Dalam audiensi tersebut, Agung, salah seorang perwakilan petani, menjelaskan “Tujuan audiensi ini adalah untuk memohon pelepasan kawasan hutan Register 45 yang telah lebih dari 29 tahun berubah menjadi wilayah permukiman dan lahan pertanian, bahkan telah berdiri beberapa fasilitas umum berupa sekolah dan tempat ibadah di dalamnya. Audiensi ini merupakan rekomendasi dari beberapa audiensi sebelumnya yang telah dilakukan petani, mulai dari audiensi dengan Kantor Staf Presiden yang dilanjutkan dengan audiensi dengan pemerintah Daerah Provinsi Lampung dan Kabupaten Mesuji. Kami juga membawa surat tertulis atas nama pemerintah Kabupaten Mesuji yang menyatakan bahwa persoalan Moro-Moro (Register 45) adalah kewenangan pemerintah pusat dan merekomendasikan untuk beraudiensi dengan Dirjen Pengukuhan dan Penatagunaan Kawasan Hutan.”Ujarya
Menanggapi hal tersebut, pihak KLHK yang menemui petani hanya berkilah bahwa proses pelepasan kawasan hutan yang hutannya kurang dari 30%, termasuk Provinsi Lampung, harus diajukan oleh Bupati atau Gubernur barulah kemudian bisa dilanjutkan prosesnya oleh Tim Terpadu di mana KLHK melalui Dirjen Pengukuhan dan Penatagunaan Kawasan Hutan adalah bagian di dalamnya. KLHK juga menjelaskan bahwa mereka telah bersurat kepada semua Bupati di wilayah Provinsi Lampung untuk mengajukan pelepasan kawasan hutan sejak tahun 2022 dan 2023, namun untuk Mesuji tidak ada pengajuan yang dimasukkan.

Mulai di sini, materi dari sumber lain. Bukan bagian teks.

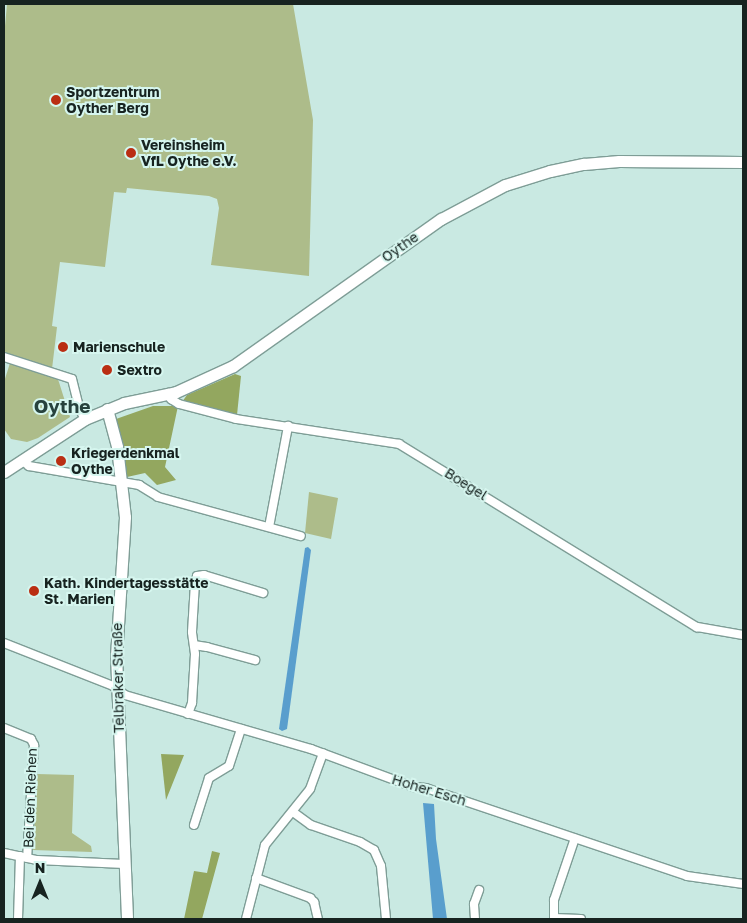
<!DOCTYPE html>
<html>
<head>
<meta charset="utf-8">
<style>
  body { margin:0 }
  #map { position:relative; width:747px; height:923px; overflow:hidden; background:#c9e9e2; font-family:"Golos Text",sans-serif }
  div>[style] { position:absolute }
  .green>* { inset:0; background:#adbc8a }
  .forest>* { inset:0; background:#93a75f }
  .water>* { inset:0; background:#599ecd }
  .roads { filter:drop-shadow(1px 0 #7e9d96) drop-shadow(-1px 0 #7e9d96) drop-shadow(0 1px #7e9d96) drop-shadow(0 -1px #7e9d96) }
  .street>* { height:8px; margin:-4px; padding:0 4px; transform-origin:4px; border-radius:4px; background:#fff }
  .secondary>* { height:11px; margin:-5.5px; padding:0 5.5px; transform-origin:5.5px; border-radius:5.5px; background:#fff }
  .dots>* { width:14px; height:14px; translate:-50% -50%; box-sizing:border-box; border:2px solid #d6f6ef; border-radius:50% }
  span { translate:-50% -50%; white-space:nowrap; text-align:center; line-height:1.15; -webkit-text-stroke:4px #d6f6ef; paint-order:stroke }
  .poi-label { font-size:14px; color:#172320; font-weight:700 }
  .left { translate:0 -50%; text-align:left }
  .street-label { font-size:14px; color:#172320 }
  .district-label { font-size:19px; color:#27423d; font-weight:700 }
  .frame { position:absolute; inset:0; border:5px solid #172320; pointer-events:none }
  .north { position:absolute; left:15px; top:858px; width:50px; height:50px; -webkit-text-stroke:4px #d6f6ef; paint-order:stroke; rotate:0deg; font-size:14px; font-weight:700; line-height:20px; text-align:center; color:#172320 }
  .north::after { content:''; display:block; margin:auto; width:18px; height:22px; background:#172320; clip-path:polygon(50% 0,100% 100%,50% 72%,0 100%) }
</style>
</head>
<body>
<div id="map">
  <div class="green">
    <div style="clip-path:polygon(7px 4px,293px 4px,313px 120px,309px 276px,211px 265px,219px 208px,217px 199px,209px 196px,127px 188px,126px 193px,114px 192px,105px 267px,60px 262px,52px 326px,57px 327px,52px 369px,15px 358px,4px 351px,4px 37px)"></div>
    <div style="clip-path:polygon(10px 363px,57px 376px,70px 417px,38px 438px,27px 442px,11px 439px,4px 429px,4px 382px)"></div>
    <div style="clip-path:polygon(309px 492px,338px 498px,331px 539px,305px 533px)"></div>
    <div style="clip-path:polygon(37px 774px,74px 775px,72px 833px,91px 846px,92px 852px,33px 850px)"></div>
  </div>
  <div class="forest">
    <div style="clip-path:polygon(235px 374px,241px 376px,237px 415px,182px 402px,187px 395px)"></div>
    <div style="clip-path:polygon(153px 406px,178px 406px,165px 467px,176px 480px,157px 485px,145px 473px,127px 477px,116px 419px)"></div>
    <div style="clip-path:polygon(161px 754px,184px 755px,166px 800px)"></div>
    <div style="clip-path:polygon(212px 851px,220px 853px,202px 919px,184px 919px,194px 871px,207px 873px)"></div>
  </div>
  <div class="water">
    <div style="clip-path:polygon(308px 547px,311px 550px,287px 729px,282px 731px,279px 729px,305px 548px)"></div>
    <div style="clip-path:polygon(423px 803px,434px 804px,436px 839px,447px 919px,433px 919px)"></div>
  </div>
  <div class="roads">
    <div class="street">
      <div style="left:4px;top:357px;width:71px;rotate:17.9deg"></div>
      <div style="left:72px;top:379px;width:32px;rotate:76deg"></div>
      <div style="left:80px;top:410px;width:10px;rotate:61deg"></div>
      <div style="left:168px;top:393px;width:7px;rotate:63deg"></div>
      <div style="left:171px;top:399px;width:9px;rotate:32deg"></div>
      <div style="left:179px;top:404px;width:59px;rotate:14.7deg"></div>
      <div style="left:236px;top:419px;width:165px;rotate:8.7deg"></div>
      <div style="left:399px;top:444px;width:350px;rotate:31.6deg"></div>
      <div style="left:697px;top:627px;width:47px;rotate:9.9deg"></div>
      <div style="left:22px;top:460px;width:9px;rotate:41deg"></div>
      <div style="left:29px;top:466px;width:112px;rotate:9.8deg"></div>
      <div style="left:139px;top:485px;width:22px;rotate:32deg"></div>
      <div style="left:158px;top:497px;width:148px;rotate:15.3deg"></div>
      <div style="left:269px;top:527px;width:103px;rotate:-79.3deg"></div>
      <div style="left:4px;top:643px;width:117px;rotate:21.5deg"></div>
      <div style="left:113px;top:686px;width:15px;rotate:37deg"></div>
      <div style="left:125px;top:695px;width:194px;rotate:16.2deg"></div>
      <div style="left:311px;top:749px;width:110px;rotate:20.3deg"></div>
      <div style="left:414px;top:787px;width:12px;rotate:5deg"></div>
      <div style="left:426px;top:788px;width:275px;rotate:18.6deg"></div>
      <div style="left:687px;top:876px;width:57px;rotate:8.1deg"></div>
      <div style="left:194px;top:645px;width:13px;rotate:9deg"></div>
      <div style="left:207px;top:647px;width:50px;rotate:15.2deg"></div>
      <div style="left:188px;top:714px;width:12px;rotate:-70deg"></div>
      <div style="left:192px;top:703px;width:49px;rotate:-86.5deg"></div>
      <div style="left:195px;top:654px;width:22px;rotate:-98deg"></div>
      <div style="left:192px;top:632px;width:49px;rotate:-86.5deg"></div>
      <div style="left:195px;top:583px;width:7px;rotate:-74deg"></div>
      <div style="left:197px;top:576px;width:7px;rotate:-8deg"></div>
      <div style="left:204px;top:575px;width:62px;rotate:17deg"></div>
      <div style="left:4px;top:728px;width:29px;rotate:22deg"></div>
      <div style="left:31px;top:739px;width:7px;rotate:63deg"></div>
      <div style="left:34px;top:745px;width:113px;rotate:93.5deg"></div>
      <div style="left:293px;top:812px;width:22px;rotate:36deg"></div>
      <div style="left:311px;top:825px;width:52px;rotate:19.1deg"></div>
      <div style="left:360px;top:842px;width:16px;rotate:30deg"></div>
      <div style="left:374px;top:850px;width:17px;rotate:66deg"></div>
      <div style="left:381px;top:866px;width:53px;rotate:84.6deg"></div>
      <div style="left:194px;top:825px;width:49px;rotate:-72.3deg"></div>
      <div style="left:209px;top:778px;width:23px;rotate:-31deg"></div>
      <div style="left:229px;top:766px;width:39px;rotate:-72deg"></div>
      <div style="left:4px;top:853px;width:34px;rotate:12deg"></div>
      <div style="left:37px;top:860px;width:87px;rotate:2.6deg"></div>
      <div style="left:256px;top:878px;width:58px;rotate:20.3deg"></div>
      <div style="left:310px;top:898px;width:6px;rotate:45deg"></div>
      <div style="left:314px;top:902px;width:17px;rotate:77deg"></div>
      <div style="left:554px;top:918px;width:27px;rotate:2deg"></div>
      <div style="left:18px;top:919px;width:63px;rotate:-88.2deg"></div>
      <div style="left:246px;top:919px;width:76px;rotate:-75.6deg"></div>
      <div style="left:265px;top:845px;width:72px;rotate:-51.2deg"></div>
      <div style="left:310px;top:789px;width:38px;rotate:-70deg"></div>
      <div style="left:475px;top:919px;width:15px;rotate:-94deg"></div>
      <div style="left:474px;top:904px;width:15px;rotate:-70deg"></div>
      <div style="left:554px;top:919px;width:19px;rotate:-90deg"></div>
      <div style="left:554px;top:900px;width:65px;rotate:-71.3deg"></div>
    </div>
    <div class="secondary">
      <div style="left:107px;top:409px;width:39px;rotate:75deg"></div>
      <div style="left:117px;top:447px;width:70px;rotate:83.5deg"></div>
      <div style="left:125px;top:517px;width:138px;rotate:93.7deg"></div>
      <div style="left:116px;top:655px;width:264px;rotate:87.6deg"></div>
      <div style="left:4px;top:472px;width:97px;rotate:-33.2deg"></div>
      <div style="left:85px;top:419px;width:42px;rotate:-22.3deg"></div>
      <div style="left:124px;top:403px;width:53px;rotate:-11.9deg"></div>
      <div style="left:176px;top:392px;width:63px;rotate:-24.5deg"></div>
      <div style="left:233px;top:366px;width:255px;rotate:-35.3deg"></div>
      <div style="left:441px;top:219px;width:72px;rotate:-28deg"></div>
      <div style="left:505px;top:185px;width:47px;rotate:-17.3deg"></div>
      <div style="left:550px;top:171px;width:35px;rotate:-12deg"></div>
      <div style="left:584px;top:164px;width:35px;rotate:-5deg"></div>
      <div style="left:619px;top:161px;width:124px;rotate:0.5deg"></div>
    </div>
  </div>
  <div class="dots">
    <div style="left:56px;top:100px;background:#ba2e13"></div>
    <div style="left:131px;top:153px;background:#ba2e13"></div>
    <div style="left:63px;top:347px;background:#ba2e13"></div>
    <div style="left:107px;top:370px;background:#ba2e13"></div>
    <div style="left:61px;top:461px;background:#ba2e13"></div>
    <div style="left:34px;top:591px;background:#ba2e13"></div>
  </div>
  <div class="poi-label">
    <span class="left" style="left:66px;top:100px">Sportzentrum<br>Oyther Berg</span>
    <span class="left" style="left:141px;top:153px">Vereinsheim<br>VfL Oythe e.V.</span>
    <span class="left" style="left:73px;top:347px">Marienschule</span>
    <span class="left" style="left:117px;top:370px">Sextro</span>
    <span class="left" style="left:71px;top:461px">Kriegerdenkmal<br>Oythe</span>
    <span class="left" style="left:44px;top:591px">Kath. Kindertagesstätte<br>St. Marien</span>
  </div>
  <div class="street-label">
    <span style="left:400px;top:247px;rotate:-35deg">Oythe</span>
    <span style="left:466px;top:484px;rotate:32deg">Boegel</span>
    <span style="left:118px;top:678px;rotate:-91deg">Telbraker Straße</span>
    <span style="left:429px;top:790px;rotate:17deg">Hoher Esch</span>
    <span style="left:30px;top:798px;rotate:-88deg">Bei den Riehen</span>
  </div>
  <div class="district-label">
    <span style="left:62px;top:406px">Oythe</span>
  </div>
  <div class="frame"></div>
  <div class="north">N</div>
</div>
</body>
</html>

Salinan surat tersebut juga diberikan kepada perwakilan petani.
Meskipun demikian, perwakilan petani tetap merasa “dipimpong” karena telah melakukan berbagai proses sesuai dengan peraturan perundang-undangan, tetapi seolah-olah pemerintah saling melempar tanggung jawab dan akhirnya mengorbankan petani serta terus memperpanjang konflik. Konflik dan perjuangan petani Moro-Moro menuntut hak atas tanahnya telah berlangsung selama 29 tahun, dan selama itu mereka harus bertahan dengan berbagai sematan buruk seperti “perambah hutan” dan “penghuni ilegal,” serta kehilangan hak konstitusionalnya. Di kawasan Register 45 sendiri saat ini telah dihuni oleh tidak kurang dari 1200 KK dengan rasio 5000 jiwa.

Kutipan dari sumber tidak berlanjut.